* [Problem details]: Would you restate the entries below word for word, leaving out the images?

* [Provided data]:
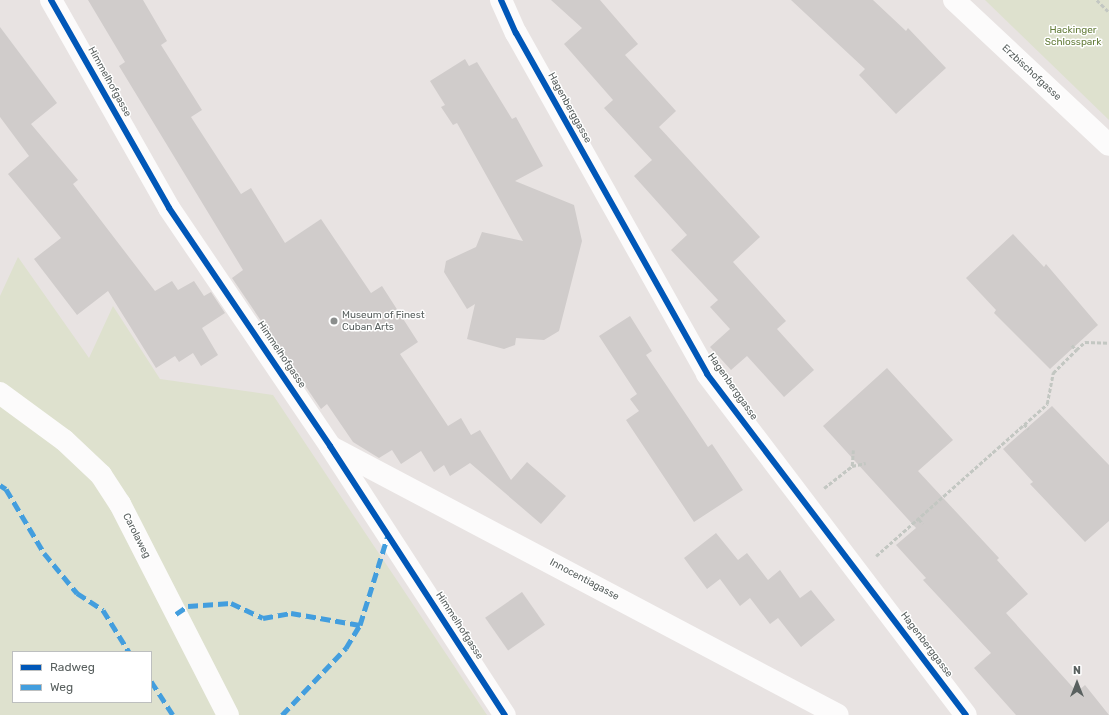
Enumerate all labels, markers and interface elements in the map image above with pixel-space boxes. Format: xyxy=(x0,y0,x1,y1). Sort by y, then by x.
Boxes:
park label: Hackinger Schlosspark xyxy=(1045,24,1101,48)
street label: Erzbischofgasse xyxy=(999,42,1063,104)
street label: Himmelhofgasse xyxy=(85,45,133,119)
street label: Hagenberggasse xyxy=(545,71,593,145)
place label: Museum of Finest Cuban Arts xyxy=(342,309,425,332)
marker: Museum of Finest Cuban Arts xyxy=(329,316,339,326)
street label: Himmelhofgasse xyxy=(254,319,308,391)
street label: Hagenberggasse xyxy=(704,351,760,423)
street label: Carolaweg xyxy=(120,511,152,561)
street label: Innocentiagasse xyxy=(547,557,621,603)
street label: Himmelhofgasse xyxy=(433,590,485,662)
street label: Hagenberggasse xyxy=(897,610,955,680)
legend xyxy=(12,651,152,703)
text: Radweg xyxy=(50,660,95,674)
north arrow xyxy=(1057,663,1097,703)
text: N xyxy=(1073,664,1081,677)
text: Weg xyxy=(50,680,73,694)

* [Solution]:
Enumerate all labels, markers and interface elements in the map image above with pixel-space boxes. Format: xyxy=(x0,y0,x1,y1). Sort by y, then by x.
Boxes:
park label: Hackinger Schlosspark xyxy=(1045,24,1101,48)
street label: Erzbischofgasse xyxy=(999,42,1063,104)
street label: Himmelhofgasse xyxy=(85,45,133,119)
street label: Hagenberggasse xyxy=(545,71,593,145)
place label: Museum of Finest Cuban Arts xyxy=(342,309,425,332)
marker: Museum of Finest Cuban Arts xyxy=(329,316,339,326)
street label: Himmelhofgasse xyxy=(254,319,308,391)
street label: Hagenberggasse xyxy=(704,351,760,423)
street label: Carolaweg xyxy=(120,511,152,561)
street label: Innocentiagasse xyxy=(547,557,621,603)
street label: Himmelhofgasse xyxy=(433,590,485,662)
street label: Hagenberggasse xyxy=(897,610,955,680)
legend xyxy=(12,651,152,703)
text: Radweg xyxy=(50,660,95,674)
north arrow xyxy=(1057,663,1097,703)
text: N xyxy=(1073,664,1081,677)
text: Weg xyxy=(50,680,73,694)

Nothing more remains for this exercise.